Depuis 2020, un tiers des dossiers de demandes d’autorisations a ainsi été refusé (67 refus sur 206 demandes entre début 2020 et mi 2021).

  1. Instruction aux préfets de réaliser une cartographie des zones propices au développement de l’éolien (1er résultats en novembre 2021)
  • Permet une concertation en amont dans les territoires.
  • Permet d’orienter les porteurs de projets éoliens vers les zones favorables à un développement de l’éolien, et éviter les projets qui suscitent de fortes contestations ou les projets qui ont un fort impact sur les paysages.
  • S’accompagne de la publication d’un guide de bonnes pratiques à l’usage de tous les porteurs de projet, afin de veiller à la bonne conciliation des différents enjeux.
  1. Création d’un médiateur de l’éolien
  • Fonction créée au sein du ministère de la Transition écologique.
  • Pourra être saisi par les préfets dès l’instruction de projets potentiellement problématiques ou soulevant des doutes quant à leur compatibilité avec les diverses exigences.
  • Chargé de suggérer des évolutions aux projets insuffisamment protecteurs des paysages et de la biodiversité afin de permettre leur meilleure adaptation aux enjeux du territoire, voire d’inviter les porteurs de projet à y renoncer s’ils semblent manifestement irréconciliables avec les autres enjeux.
  1. Excavation complète des fondations & recyclage obligatoire lors des démantèlements
  • Aucune empreinte sur site en fin de vie : zéro béton laissé dans les sols après démantèlement dès aujourd’hui.
  • Dès à présent : obligation de recycler 90% des éoliennes en cas de démantèlement.
  • A partir de 2024 : obligation de recycler 95% des éoliennes.
  • Annonce en septembre 2021 de la production de 1ères pales 100% recyclables.
  1. Bridage sonore en cas de dépassement des seuils autorisés
  • Contrôles systématiques du bruit à partir du 1er janvier 2022.
  • Plans de bridages, pouvant aller jusqu’à la mise à l’arrêt, mis en œuvre par le préfet en cas de dépassement des seuils.
  1. Réduction de l’impact lumineux
  • Expérimentation à Chauché en Vendée de signaux lumineux orientés vers le ciel : généralisation engagée dès fin 2021 pour tous les sites existants.
  • Expérimentation à Source de Loire en Ardèche de signaux lumineux allumés uniquement lors du passage d’un aéronef : généralisé à partir de 2022 pour tous les nouveaux projets.

 

FAIRE DE L’EOLIEN UN CHOIX ET UNE CHANCE POUR LES TERRITOIRES

 

1.Consultation obligatoire du maire avant le lancement d’un projet

Obligation pour les développeurs de solliciter les maires, de répondre formellement aux observations formulées et de présenter les éventuelles évolutions du projet en conséquence avant de lancer un projet éolien.

Mesure votée dans la loi Climat & Résilience applicable dès début 2022.

2.Mise en place de comités régionaux de l’énergie

Co-présidés par l’Etat et les régions, et associant les collectivités locales et différentes parties prenantes.

Instances de concertation et de dialogue pour l’élaboration, le suivi et l’évaluation de la mise en œuvre des objectifs de développement des énergies renouvelables et de récupération à l’échelle régionale.

Comités chargés de proposer les objectifs de développement des énergies renouvelables au niveau régional, par filière (photovoltaïque, biogaz, hydraulique, éolien), en fonction des spécificités, des atouts et contraintes de chaque territoire et en adéquation avec les objectifs nationaux de la France et ses engagements européens.

Mesure de la loi Climat & Résilience, décret prévu début 2022, pour permettre une co-construction de la prochaine PPE avec les régions et autres collectivités territoriales.

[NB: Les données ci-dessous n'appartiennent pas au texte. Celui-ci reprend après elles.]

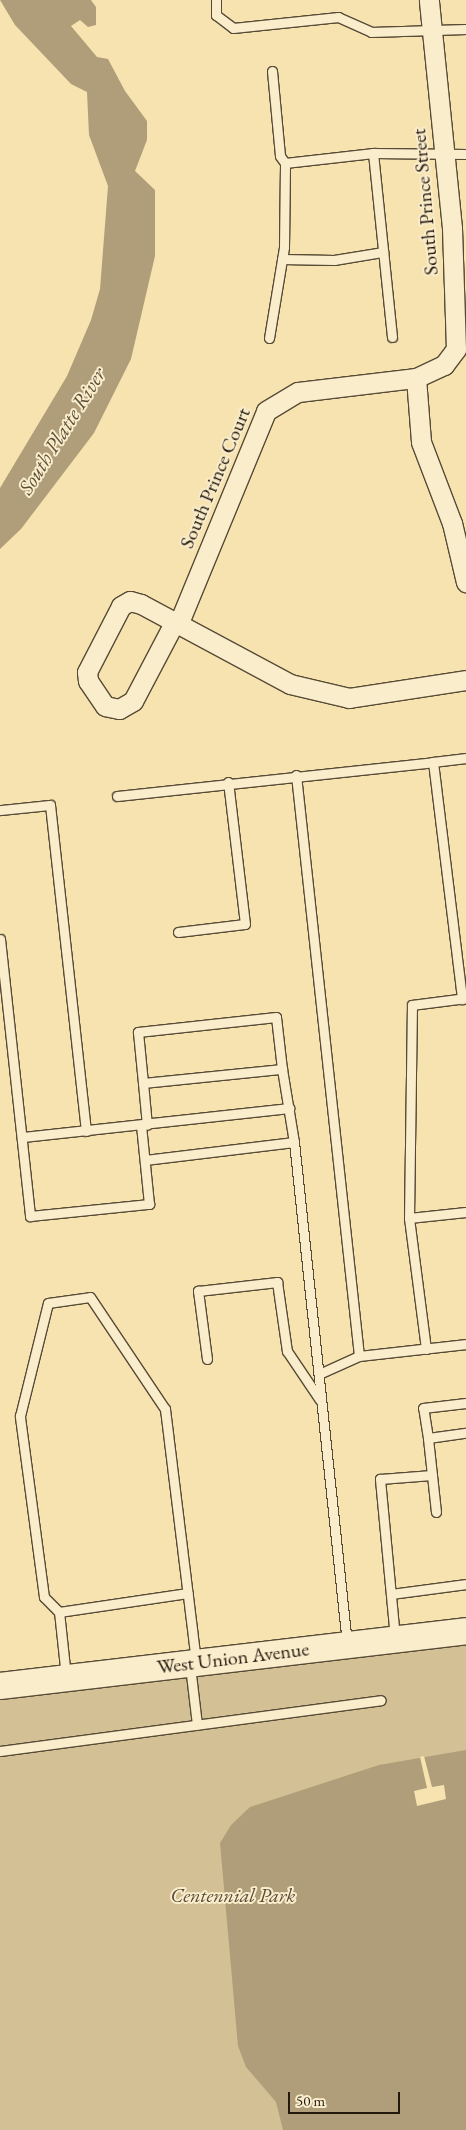 <!DOCTYPE html>
<style>
body{margin:0}
#map{position:relative;width:466px;height:2130px;overflow:hidden;background:#f7e3b0;font-family:"EB Garamond",serif}
div>[style]{position:absolute}
[style*='--x']{left:calc(var(--x)*1px);top:calc(var(--y)*1px);width:calc(var(--w)*1px);rotate:calc(var(--a)*1deg)}
.green>*{inset:0;background:#d3c094}
.water>*{inset:0;background:#af9e79}
.pier>*{inset:0;background:#f7e3b0}
.roads{filter:drop-shadow(1px 0 #574b36) drop-shadow(-1px 0 #574b36) drop-shadow(0 1px #574b36) drop-shadow(0 -1px #574b36)}
.lane>*{height:9px;margin:-4.5px;padding:0 4.5px;transform-origin:4.5px;border-radius:4.5px;background:#faedcc}
.street>*{height:19px;margin:-9.5px;padding:0 9.5px;transform-origin:9.5px;border-radius:9.5px;background:#faedcc}
.secondary>*{height:26px;margin:-13px;padding:0 13px;transform-origin:13px;border-radius:13px;background:#faedcc}
span{translate:-50% -50%;white-space:nowrap;text-align:center;line-height:1.15;-webkit-text-stroke:4px #faedcc;paint-order:stroke}
.street-label{font-size:20px;color:#22180d}
.park-label{font-size:20px;color:#574a36;font-style:italic}
.water-label{font-size:21px;color:#5a4e38;font-style:italic}
.scale{position:absolute;left:288px;top:2092px;width:112px;height:22px;box-sizing:border-box;border:2px solid #22180d;border-top:0;padding-left:6px;font-size:15px;line-height:18px;white-space:nowrap;color:#22180d;-webkit-text-stroke:4px #faedcc;paint-order:stroke}
</style>
<div id="map">
<div class="green">
<div style="clip-path:polygon(466px 1631px,466px 2130px,0 2130px,0 1686px)"></div>
</div>
<div class="water">
<div style="clip-path:polygon(0 0,91px 0,96px 7px,96px 25px,88px 27px,80px 20px,71px 26px,97px 57px,108px 59px,125px 91px,147px 121px,147px 140px,135px 171px,155px 190px,155px 256px,131px 359px,94px 433px,21px 529px,0 549px,0 488px,67px 376px,91px 320px,100px 289px,108px 186px,89px 135px,87px 92px,71px 84px,15px 25px)"></div>
<div style="clip-path:polygon(466px 1750px,466px 2130px,283px 2130px,276px 2102px,246px 2067px,238px 2046px,220px 1843px,231px 1825px,250px 1807px,379px 1765px)"></div>
</div>
<div class="pier">
<div style="clip-path:polygon(424px 1756px,432px 1787px,444px 1785px,446px 1799px,417px 1806px,414px 1791px,427px 1788px,420px 1757px)"></div>
</div>
<div class="roads">
<div class="lane">
<div style="--x:216;--y:0;--w:15;--a:90"></div>
<div style="--x:216;--y:15;--w:21;--a:37"></div>
<div style="--x:233;--y:28;--w:106;--a:-6"></div>
<div style="--x:338;--y:17;--w:36;--a:24"></div>
<div style="--x:371;--y:32;--w:95;--a:-1.8"></div>
<div style="--x:272;--y:71;--w:85;--a:84.6"></div>
<div style="--x:280;--y:156;--w:9;--a:54"></div>
<div style="--x:285;--y:163;--w:89;--a:-6.5"></div>
<div style="--x:373;--y:153;--w:93;--a:0.6"></div>
<div style="--x:373;--y:153;--w:185;--a:84.1"></div>
<div style="--x:282;--y:259;--w:52;--a:1.1"></div>
<div style="--x:334;--y:260;--w:50;--a:-9.3"></div>
<div style="--x:269;--y:338;--w:92;--a:-80.6"></div>
<div style="--x:284;--y:247;--w:84;--a:-89.3"></div>
<div style="--x:433;--y:762;--w:33;--a:-7"></div>
<div style="--x:296;--y:775;--w:584;--a:83.81"></div>
<div style="--x:117;--y:796;--w:318;--a:-6.1"></div>
<div style="--x:433;--y:762;--w:239;--a:83"></div>
<div style="--x:0;--y:810;--w:50;--a:-5.7"></div>
<div style="--x:50;--y:805;--w:328;--a:83.7"></div>
<div style="--x:178;--y:932;--w:67;--a:-6.8"></div>
<div style="--x:245;--y:924;--w:143;--a:-96.8"></div>
<div style="--x:0;--y:939;--w:279;--a:83.8"></div>
<div style="--x:30;--y:1216;--w:120;--a:-5.8"></div>
<div style="--x:149;--y:1204;--w:79;--a:-95.8"></div>
<div style="--x:282;--y:1069;--w:74;--a:80.7"></div>
<div style="--x:143;--y:1083;--w:140;--a:-5.8"></div>
<div style="--x:282;--y:1069;--w:52;--a:-96.6"></div>
<div style="--x:276;--y:1017;--w:139;--a:173.8"></div>
<div style="--x:138;--y:1032;--w:51;--a:84.4"></div>
<div style="--x:143;--y:1083;--w:42;--a:84.6"></div>
<div style="--x:23;--y:1137;--w:268;--a:-6.2"></div>
<div style="--x:145;--y:1160;--w:150;--a:-6.9"></div>
<div style="--x:294;--y:1142;--w:505;--a:83.97"></div>
<div style="--x:409;--y:1218;--w:57;--a:-6"></div>
<div style="--x:426;--y:1349;--w:132;--a:-97.4"></div>
<div style="--x:409;--y:1218;--w:213;--a:-89.2"></div>
<div style="--x:412;--y:1005;--w:54;--a:-7.4"></div>
<div style="--x:207;--y:1359;--w:69;--a:-97.5"></div>
<div style="--x:198;--y:1291;--w:80;--a:-6.5"></div>
<div style="--x:277;--y:1282;--w:70;--a:81.8"></div>
<div style="--x:287;--y:1351;--w:59;--a:56"></div>
<div style="--x:319;--y:1374;--w:44;--a:-24.2"></div>
<div style="--x:359;--y:1356;--w:108;--a:-6.4"></div>
<div style="--x:428;--y:1438;--w:30;--a:-99"></div>
<div style="--x:423;--y:1408;--w:43;--a:-6.6"></div>
<div style="--x:436;--y:1512;--w:74;--a:-96.2"></div>
<div style="--x:428;--y:1438;--w:37;--a:-8"></div>
<div style="--x:391;--y:1594;--w:76;--a:-7.6"></div>
<div style="--x:59;--y:1612;--w:130;--a:-8.4"></div>
<div style="--x:395;--y:1638;--w:160;--a:-95.4"></div>
<div style="--x:380;--y:1479;--w:52;--a:-4.4"></div>
<div style="--x:190;--y:1666;--w:59;--a:83.2"></div>
<div style="--x:66;--y:1677;--w:65;--a:-96.1"></div>
<div style="--x:59;--y:1612;--w:21;--a:-135"></div>
<div style="--x:44;--y:1597;--w:183;--a:-97.6"></div>
<div style="--x:20;--y:1416;--w:116;--a:-76.1"></div>
<div style="--x:48;--y:1303;--w:42;--a:-8.1"></div>
<div style="--x:90;--y:1297;--w:135;--a:56.2"></div>
<div style="--x:165;--y:1409;--w:254;--a:83"></div>
<div style="--x:0;--y:1751;--w:384;--a:-7.6"></div>
</div>
<div class="street">
<div style="--x:416;--y:378;--w:64;--a:85.5"></div>
<div style="--x:421;--y:442;--w:87;--a:69.1"></div>
<div style="--x:452;--y:523;--w:61;--a:76.7"></div>
<div style="--x:174;--y:623;--w:88;--a:117.7"></div>
<div style="--x:133;--y:701;--w:16;--a:150"></div>
<div style="--x:119;--y:709;--w:14;--a:-168"></div>
<div style="--x:105;--y:706;--w:30;--a:-124"></div>
<div style="--x:88;--y:681;--w:9;--a:-96"></div>
<div style="--x:87;--y:672;--w:74;--a:-62.7"></div>
<div style="--x:121;--y:606;--w:10;--a:-29"></div>
<div style="--x:130;--y:601;--w:11;--a:15"></div>
<div style="--x:141;--y:604;--w:169;--a:28.2"></div>
<div style="--x:290;--y:684;--w:61;--a:13.3"></div>
<div style="--x:349;--y:698;--w:118;--a:-8.7"></div>
<div style="--x:178;--y:625;--w:231;--a:-67.6"></div>
<div style="--x:266;--y:411;--w:37;--a:-31"></div>
<div style="--x:298;--y:392;--w:119;--a:-6.8"></div>
<div style="--x:416;--y:378;--w:31;--a:-25"></div>
<div style="--x:444;--y:365;--w:20;--a:-53"></div>
<div style="--x:456;--y:349;--w:121;--a:-91.9"></div>
<div style="--x:452;--y:228;--w:229;--a:-95.8"></div>
</div>
<div class="secondary">
<div style="--x:0;--y:1686;--w:469;--a:-6.7"></div>
</div>
</div>
<div class="street-label">
<span style="left:425px;top:202px;rotate:-95deg">South Prince Street</span>
<span style="left:215px;top:478px;rotate:-67deg">South Prince Court</span>
<span style="left:233px;top:1658px;rotate:-7deg">West Union Avenue</span>
</div>
<div class="park-label">
<span style="left:233px;top:1895px">Centennial Park</span>
</div>
<div class="water-label">
<span style="left:62px;top:431px;rotate:-58deg">South Platte River</span>
</div>
<div class="scale">50 m</div>
</div>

3.Mise en place de bonus financier pour les projets citoyens

  • Bonus de notation dans les appels d’offres pour les parcs citoyens, désormais validé par la Commission européenne.

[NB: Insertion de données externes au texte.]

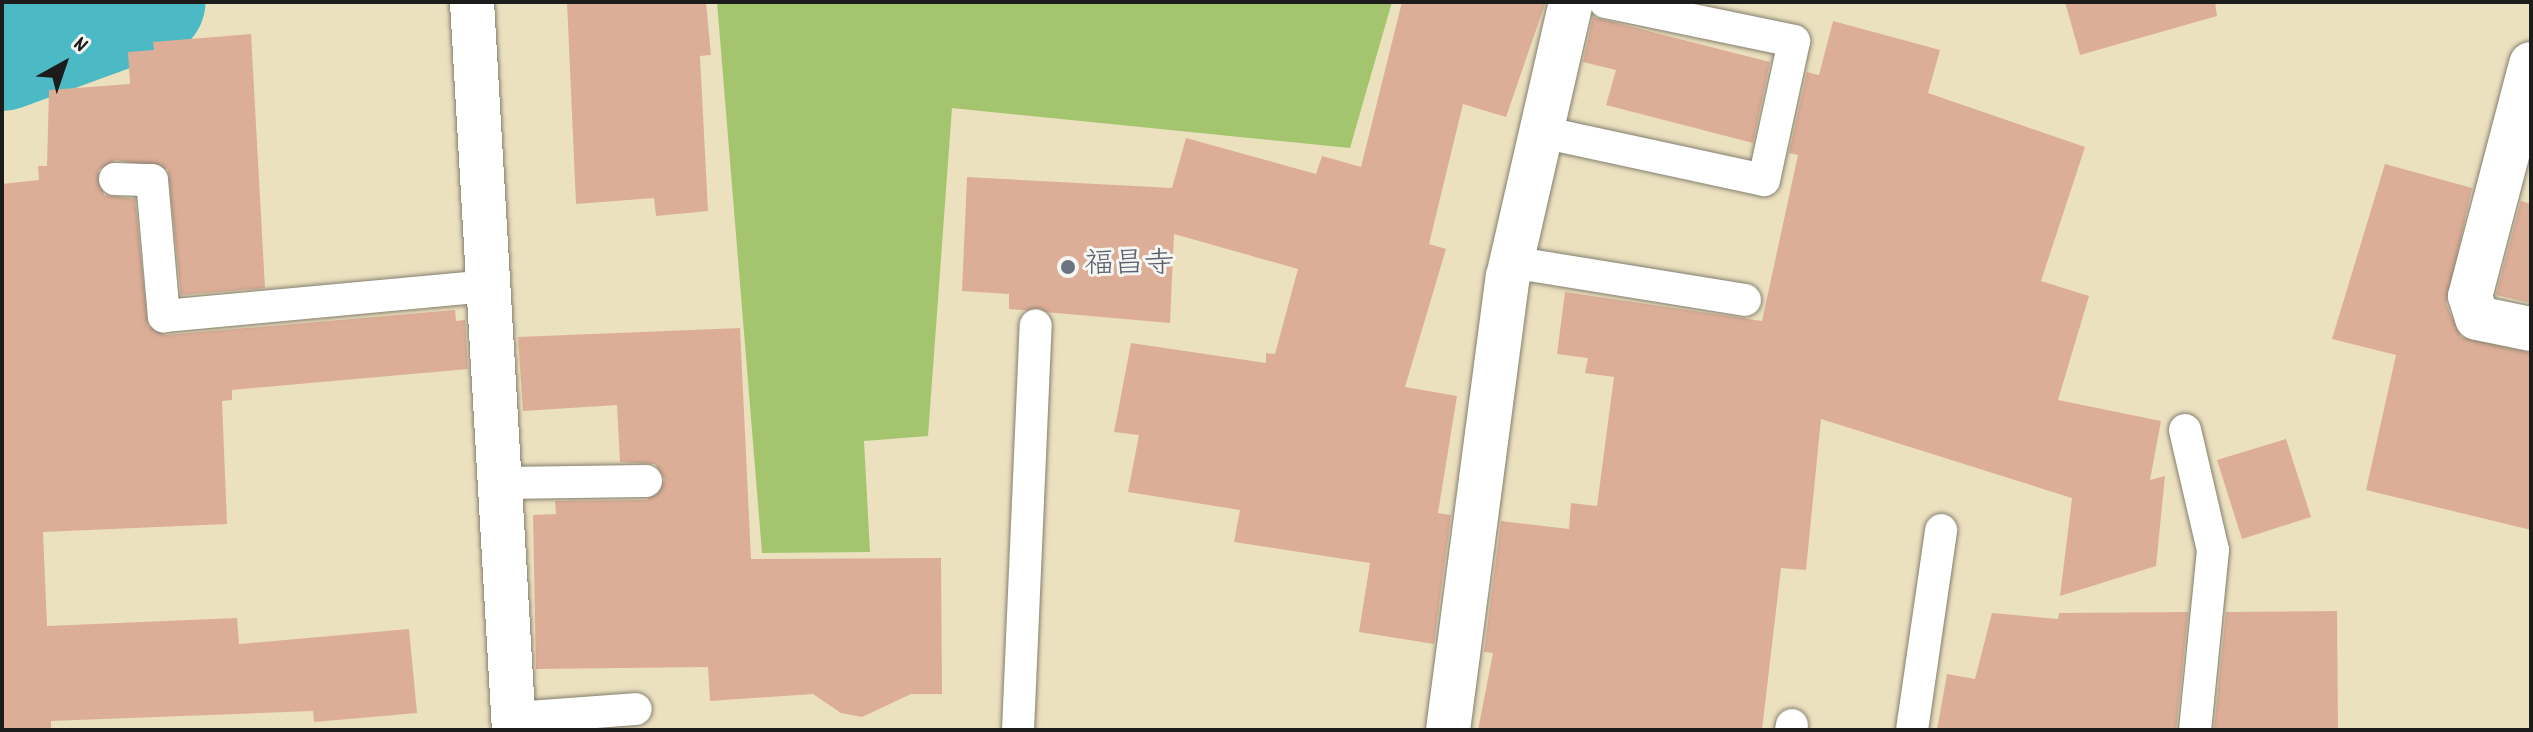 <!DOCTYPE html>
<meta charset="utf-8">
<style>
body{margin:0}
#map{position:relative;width:2533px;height:732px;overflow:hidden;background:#ebe1bf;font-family:Dekko,"Klee One",sans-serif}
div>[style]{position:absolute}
.green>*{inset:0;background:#a4c56e}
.river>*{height:110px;margin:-55px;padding:0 55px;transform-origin:55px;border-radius:55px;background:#4bbac4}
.building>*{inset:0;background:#ddae97}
.roads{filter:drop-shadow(0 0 2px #847e6e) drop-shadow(0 0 2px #847e6e)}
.lane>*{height:32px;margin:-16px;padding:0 16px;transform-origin:16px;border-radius:16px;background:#fff}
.street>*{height:44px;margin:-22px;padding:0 22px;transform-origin:22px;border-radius:22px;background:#fff}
.dots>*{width:22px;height:22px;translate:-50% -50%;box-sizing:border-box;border:4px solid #f6f6f2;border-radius:50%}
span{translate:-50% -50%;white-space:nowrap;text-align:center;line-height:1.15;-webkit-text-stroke:6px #f6f6f2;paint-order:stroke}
.worship-label{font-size:30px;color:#5b616d}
.left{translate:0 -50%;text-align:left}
.frame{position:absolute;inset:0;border:4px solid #1c1c1c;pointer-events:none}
.north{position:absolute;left:24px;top:24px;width:80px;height:80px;-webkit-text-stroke:6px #f6f6f2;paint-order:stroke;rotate:40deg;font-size:22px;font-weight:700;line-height:32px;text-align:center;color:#1c1c1c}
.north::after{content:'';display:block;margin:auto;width:28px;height:36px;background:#1c1c1c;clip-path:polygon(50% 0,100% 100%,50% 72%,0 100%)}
</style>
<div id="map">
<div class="green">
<i style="clip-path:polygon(717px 2px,1392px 2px,1350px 148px,952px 108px,928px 436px,864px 441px,870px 552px,762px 553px)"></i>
</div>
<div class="river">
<i style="left:2px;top:56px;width:158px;rotate:-20deg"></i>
</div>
<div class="building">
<i style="clip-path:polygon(567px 2px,706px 2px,711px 55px,700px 56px,708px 211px,656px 216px,654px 198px,576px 204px)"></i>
<i style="clip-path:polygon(1402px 2px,1545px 4px,1506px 117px,1463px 104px,1429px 244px,1446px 249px,1405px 387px,1457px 396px,1438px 513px,1451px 515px,1434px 644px,1359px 632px,1370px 563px,1234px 542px,1240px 510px,1128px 492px,1139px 435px,1114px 432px,1131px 343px,1266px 363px,1266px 353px,1275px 354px,1298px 269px,1174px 234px,1170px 323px,1009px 309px,1009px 294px,962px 291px,967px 177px,1172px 188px,1186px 138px,1316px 174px,1322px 156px,1361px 167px)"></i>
<i style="clip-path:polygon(2065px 2px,2215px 2px,2217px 16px,2080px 55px)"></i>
<i style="clip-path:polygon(1593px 17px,1770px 62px,1753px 143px,1606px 105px,1616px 70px,1583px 62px)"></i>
<i style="clip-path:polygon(1833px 21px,1940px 50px,1928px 93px,2085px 147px,2041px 281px,2089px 296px,2058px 400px,2161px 421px,2150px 480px,2165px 476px,2156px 566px,2060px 596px,2072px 498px,1821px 419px,1806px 570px,1781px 568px,1762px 730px,1478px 730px,1493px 653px,1484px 652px,1501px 521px,1569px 529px,1571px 503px,1597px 506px,1614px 377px,1585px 373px,1588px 358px,1557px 354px,1565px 292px,1762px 321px,1798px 155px,1789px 153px,1807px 72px,1819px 75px)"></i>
<i style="clip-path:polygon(251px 34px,265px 288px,181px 295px,168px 169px,116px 160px,98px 170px,104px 195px,135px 199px,148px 326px,166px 335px,455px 310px,456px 321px,465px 320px,468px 369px,232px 390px,232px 400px,222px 401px,227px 524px,43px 532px,47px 626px,237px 618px,239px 644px,409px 629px,417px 713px,314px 722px,313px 711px,51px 721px,51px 730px,2px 730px,2px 184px,39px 180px,38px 166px,47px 166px,49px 90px,130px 84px,128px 52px,154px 50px,153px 42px)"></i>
<i style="clip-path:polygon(2385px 164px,2472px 188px,2446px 304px,2461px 337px,2531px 353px,2531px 530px,2366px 490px,2396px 355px,2332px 339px)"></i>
<i style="clip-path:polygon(2521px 201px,2531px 204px,2531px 303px,2496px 295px)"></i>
<i style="clip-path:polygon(740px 328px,751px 559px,941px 558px,942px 694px,911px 694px,862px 717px,841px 713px,813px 694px,710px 701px,708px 667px,536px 669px,533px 515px,556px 514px,555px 501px,647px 500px,665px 480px,655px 464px,620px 462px,617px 405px,523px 411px,518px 337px)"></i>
<i style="clip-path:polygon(2286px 439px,2311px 517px,2242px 539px,2217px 460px)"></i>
<i style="clip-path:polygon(2337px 611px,2338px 730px,2214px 730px,2226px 612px)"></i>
<i style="clip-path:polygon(2188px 612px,2176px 730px,1937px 730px,1947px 674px,1975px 679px,1992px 613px,2058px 619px,2059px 613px)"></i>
</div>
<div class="roads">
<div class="lane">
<i style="left:1537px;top:131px;width:232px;rotate:12.2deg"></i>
<i style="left:1764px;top:180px;width:142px;rotate:-77.8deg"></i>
<i style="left:1794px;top:41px;width:193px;rotate:-168.3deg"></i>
<i style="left:115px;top:179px;width:37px;rotate:2deg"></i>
<i style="left:152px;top:180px;width:137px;rotate:85deg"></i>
<i style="left:164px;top:316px;width:327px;rotate:-5.3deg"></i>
<i style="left:1511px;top:262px;width:237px;rotate:9.2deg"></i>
<i style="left:2185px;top:430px;width:123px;rotate:76.9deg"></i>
<i style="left:2213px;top:550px;width:181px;rotate:95.7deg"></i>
<i style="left:501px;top:483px;width:145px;rotate:-0.8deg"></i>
<i style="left:514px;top:718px;width:122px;rotate:-4.2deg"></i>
<i style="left:1018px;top:730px;width:405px;rotate:-87.5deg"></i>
<i style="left:1791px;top:730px;width:5px;rotate:-79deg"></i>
<i style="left:1912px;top:730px;width:202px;rotate:-81.7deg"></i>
</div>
<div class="street">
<i style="left:472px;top:2px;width:729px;rotate:86.7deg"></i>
<i style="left:2531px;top:64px;width:240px;rotate:104.7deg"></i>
<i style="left:2470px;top:296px;width:23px;rotate:72deg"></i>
<i style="left:2477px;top:318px;width:55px;rotate:11.5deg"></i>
<i style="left:1448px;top:730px;width:457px;rotate:-82.5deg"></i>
<i style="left:1508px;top:277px;width:282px;rotate:-77.1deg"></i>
</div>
</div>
<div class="dots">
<i style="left:1068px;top:267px;background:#6b7280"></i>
</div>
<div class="worship-label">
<span class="left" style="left:1084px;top:267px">福昌寺</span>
</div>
<div class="frame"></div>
<div class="north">N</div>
</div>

4.Création d’un fonds de sauvegarde du patrimoine naturel et culturel

  • Alimenté par un prélèvement de 1% sur les ventes d’électricité éolienne.
  • Financera la restauration et la protection du patrimoine naturel et culturel des communes qui accueillent des parcs.
  • Gouvernance pour la sélection des projets soutenus partagée entre les représentants de la filière et les représentants des collectivités locales.